The Fall Plenary Session

Dear Colleagues:

I did my homework and so the Plenary Session made lots of sense to me.  There’s a lot in this post, and most of you will want to skim it until an item catches your eye – everyone is affected by the changes of the last year – and the upcoming changes.  I am in no way expert on the resolutions or work of our State Academic Senate, but I did get to:

1.  (briefly) meet our new State Chancellor, Dr. Brice Harris, and listen to him speak.

Impressions:  He’s very open and definitely knows how to work with faculty.  His mission (as it should be with all Chancellors) is to empower the community colleges.  He is one of our main voices vis-á-vis the state legislature; it is through our resolutions that we advise him of our positions.

2.  Attend a mini-version of the Leadership Conference, which was very helpful.

3.  Meet our State Exec Board and confer with Wheeler North (our state expert on procedure) on our recent issue involving a 6-2 vote in our Senate, and whether that passed the motion or not (it did – I’ll be reporting at Senate and perhaps blogging about that; my initial intuition was correct but Wheeler lacked my hesitancy because he really knows his stuff about procedure).

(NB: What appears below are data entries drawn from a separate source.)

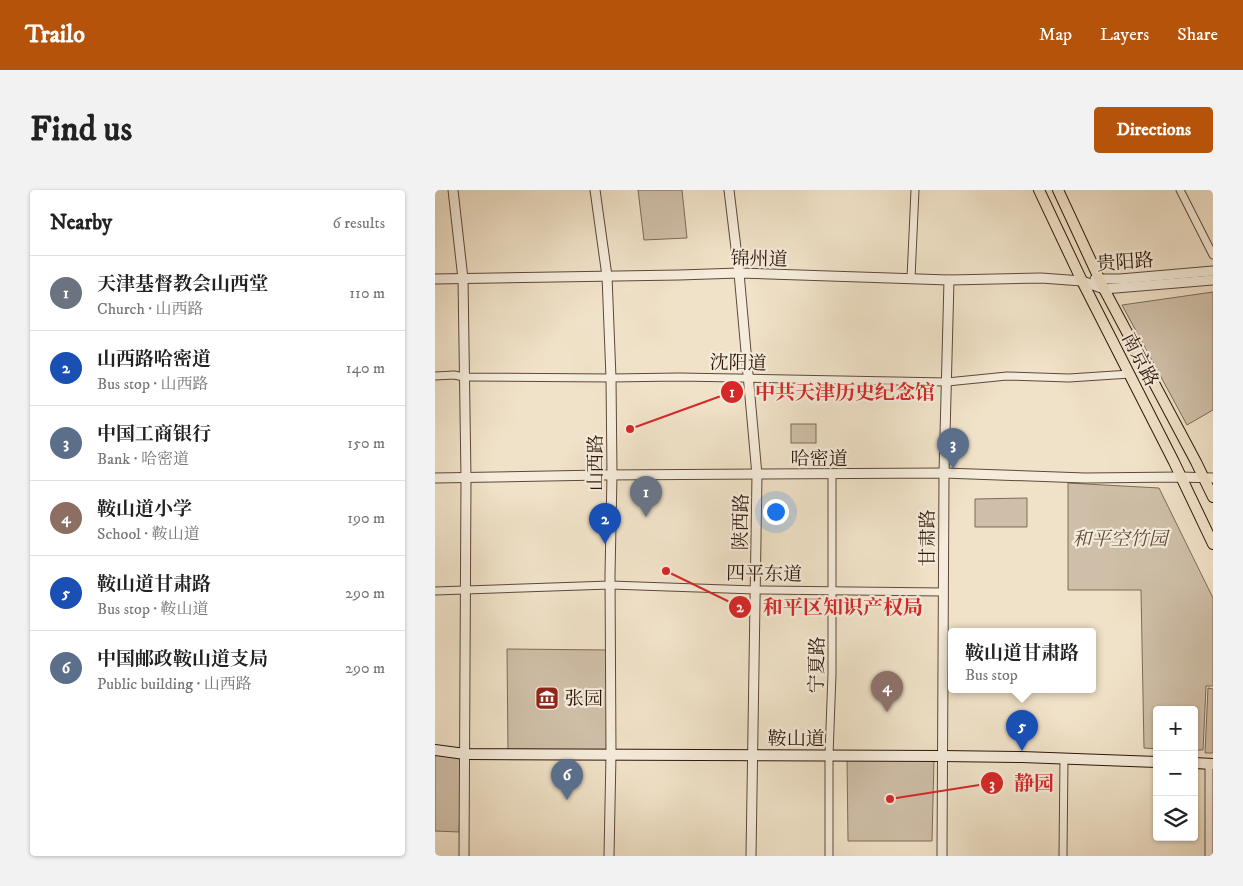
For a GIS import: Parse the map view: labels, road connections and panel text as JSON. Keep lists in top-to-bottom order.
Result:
{
  "streets": {
    "main road": ["南京路", "鞍山道"],
    "street": [
      "锦州道",
      "贵阳路",
      "沈阳道",
      "哈密道",
      "山西路",
      "陕西路",
      "甘肃路",
      "四平东道",
      "宁夏路"
    ]
  },
  "crossings": [
    ["锦州道", "贵阳路"],
    ["锦州道", "南京路"],
    ["锦州道", "山西路"],
    ["锦州道", "陕西路"],
    ["锦州道", "甘肃路"],
    ["贵阳路", "南京路"],
    ["南京路", "沈阳道"],
    ["南京路", "哈密道"],
    ["沈阳道", "山西路"],
    ["沈阳道", "陕西路"],
    ["沈阳道", "甘肃路"],
    ["哈密道", "山西路"],
    ["哈密道", "陕西路"],
    ["哈密道", "甘肃路"],
    ["哈密道", "宁夏路"],
    ["山西路", "四平东道"],
    ["山西路", "鞍山道"],
    ["陕西路", "四平东道"],
    ["陕西路", "鞍山道"],
    ["甘肃路", "四平东道"],
    ["甘肃路", "鞍山道"],
    ["四平东道", "宁夏路"],
    ["宁夏路", "鞍山道"]
  ],
  "parks": ["和平空竹园"],
  "places": {
    "other": ["中共天津历史纪念馆", "和平区知识产权局", "静园"],
    "museum": ["张园"]
  },
  "page": {
    "header": "Trailo",
    "nav": ["Map", "Layers", "Share"],
    "buttons": "Directions",
    "title": "Find us",
    "heading": ["Nearby", "6 results"],
    "list": [
      {
        "mark": "1",
        "name": "天津基督教会山西堂",
        "note": "Church · 山西路",
        "value": "110 m"
      },
      {
        "mark": "2",
        "name": "山西路哈密道",
        "note": "Bus stop · 山西路",
        "value": "140 m"
      },
      {
        "mark": "3",
        "name": "中国工商银行",
        "note": "Bank · 哈密道",
        "value": "150 m"
      },
      {
        "mark": "4",
        "name": "鞍山道小学",
        "note": "School · 鞍山道",
        "value": "190 m"
      },
      {
        "mark": "5",
        "name": "鞍山道甘肃路",
        "note": "Bus stop · 鞍山道",
        "value": "290 m"
      },
      {
        "mark": "6",
        "name": "中国邮政鞍山道支局",
        "note": "Public building · 山西路",
        "value": "290 m"
      }
    ],
    "pins": [
      "3",
      "1",
      "2",
      "4",
      "5",
      "6"
    ],
    "popup": ["鞍山道甘肃路", "Bus stop"],
    "map_buttons": ["+", "−"]
  }
}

4.  Meet most of the rest of the Exec Board and many of our State level Senators (what amazing people they are).

5.  Meet people from all around the State and have many conversations about so many things, all of which was extremely helpful;  Moorpark and Ventura are the two other colleges I know best, but they are not (by any means) the only two other colleges in this great state!

6.  Go to break-outs on various issues (Minimum quals, Program discontinuance, Accreditation and much more) and vote on resolutions regarding our future.  In particular, there were three resolutions regarding Math and its role in blocking/impeding the pathway of California Community College students, particularly those who are Black or Hispanic (or, viewed from another perspective:  those of lower socioeconomic status).  While there was absolutely no solution to the problem offered, the problem is clearly looming large and so many factors enter into it.  English is in a much better situation (not so much of a bottleneck).

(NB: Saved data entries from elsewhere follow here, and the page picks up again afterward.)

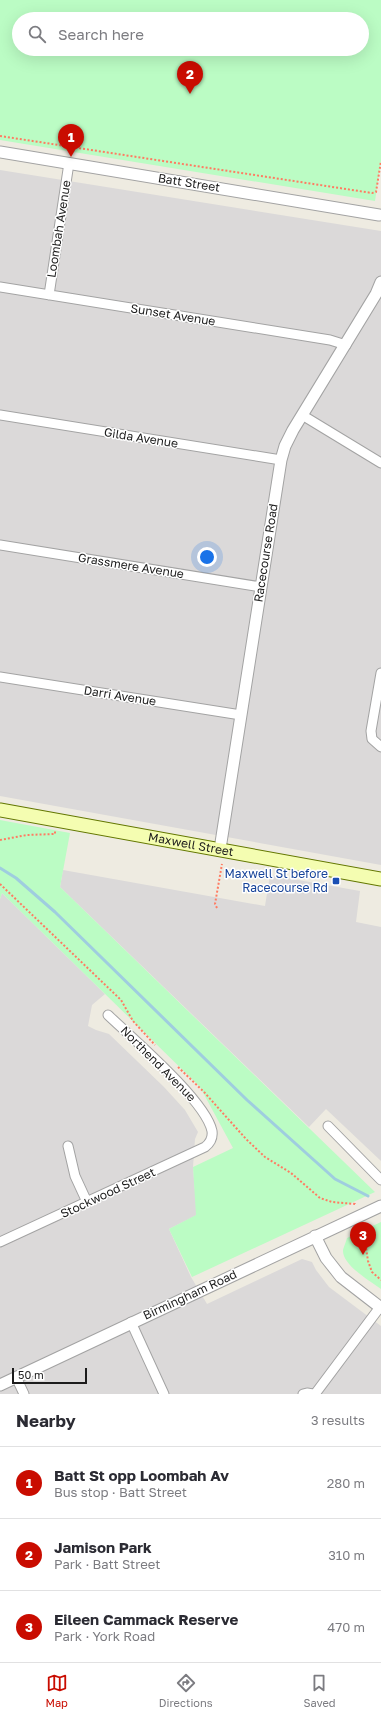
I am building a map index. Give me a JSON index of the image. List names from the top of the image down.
{
  "streets": {
    "main road": ["Maxwell Street"],
    "street": [
      "Batt Street",
      "Loombah Avenue",
      "Sunset Avenue",
      "Gilda Avenue",
      "Racecourse Road",
      "Grassmere Avenue",
      "Darri Avenue",
      "Northend Avenue",
      "Stockwood Street",
      "Birmingham Road"
    ]
  },
  "crossings": [
    ["Batt Street", "Loombah Avenue"],
    ["Loombah Avenue", "Sunset Avenue"],
    ["Sunset Avenue", "Racecourse Road"],
    ["Gilda Avenue", "Racecourse Road"],
    ["Racecourse Road", "Grassmere Avenue"],
    ["Racecourse Road", "Darri Avenue"],
    ["Racecourse Road", "Maxwell Street"],
    ["Northend Avenue", "Stockwood Street"]
  ],
  "places": {
    "transit": ["Maxwell St before Racecourse Rd"]
  },
  "scale_bar": "50 m",
  "page": {
    "search": "Search here",
    "pins": ["2", "1", "3"],
    "scale": "50 m",
    "heading": ["Nearby", "3 results"],
    "list": [
      {
        "mark": "1",
        "name": "Batt St opp Loombah Av",
        "note": "Bus stop · Batt Street",
        "value": "280 m"
      },
      {
        "mark": "2",
        "name": "Jamison Park",
        "note": "Park · Batt Street",
        "value": "310 m"
      },
      {
        "mark": "3",
        "name": "Eileen Cammack Reserve",
        "note": "Park · York Road",
        "value": "470 m"
      }
    ],
    "nav": ["Map", "Directions", "Saved"]
  }
}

In the process, I learned a lot about how to use our local Senate to meet our needs, to protect and improve programs (good Program Evaluation processes are key), and how to avoid some major pitfalls that would certainly result in warnings or worse from WASC.

Indeed, our new PEPR form (under revision by PEPC) adds an absolutely essential ingredient, one that the accrediting commission will certainly be looking for in the next round:  some sort of evaluation of programs/faculty in terms of compliance with SLO’s.

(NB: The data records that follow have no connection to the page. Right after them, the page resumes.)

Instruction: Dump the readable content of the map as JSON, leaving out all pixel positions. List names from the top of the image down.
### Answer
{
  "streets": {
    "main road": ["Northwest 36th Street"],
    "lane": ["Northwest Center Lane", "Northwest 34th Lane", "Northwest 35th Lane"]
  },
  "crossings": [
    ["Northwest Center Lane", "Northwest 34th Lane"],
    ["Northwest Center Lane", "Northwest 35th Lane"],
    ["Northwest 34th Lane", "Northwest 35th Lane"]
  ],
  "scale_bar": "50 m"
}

Did you know that in some districts and colleges, Boards of Trustees and Chancellors are advocating that compliance with SLO rules be added to a faculty’s formal evaluation process?  Further, did you know that in some colleges and districts, having bad evaluations can be a cause for termination?  Neither is true in our District (we have a GREAT union; thank you, local AFT 1828).  I learned that in many areas, the union and the Senate overlap and must work together, and it is way better to do that amongst ourselves than to allow Chancellors and/or Boards to impose conditions upon us.  We are fortunate to have both a Board and a Chancellor (right now) that wants us to do just that (work things out among ourselves).  I’d say that about half the colleges I know about are in the same happy boat with us, and about half are in the unhappy boat.

Both the ASCCC and the AAUP stand firmly against any such interference from administration in our academic affairs, in our classrooms.  At the same time, the law is clear:  we must give proof of results (learning outcomes).  As standardized tests become more and more the route to external evaluation, we can resist this trend only by inventing meaningful local processes of evaluation.

Evaluating a program as to its collection of data about SLO’s and its general improvement of standards is quite different than evaluating an individual faculty person.  We hope that the second thing will never come to pass (how long we can hold off on that is anyone’s guess, it’s certainly something that many members of the general public want to see happen).  This year, you will be expected to provide a lot more detail about your program’s SLO’s (made easy, we hope, by eLumens – if you’ve stayed on track in eLumens it will be very easy indeed).  Naturally, you’ll want to complain about the extra analysis and narrative (if you are a lead faculty person – the rest of you can relax), but keep in mind that the alternative (having it added to that evaluation form during our next contract negotiations) is not at all a better solution.  It is the worst solution.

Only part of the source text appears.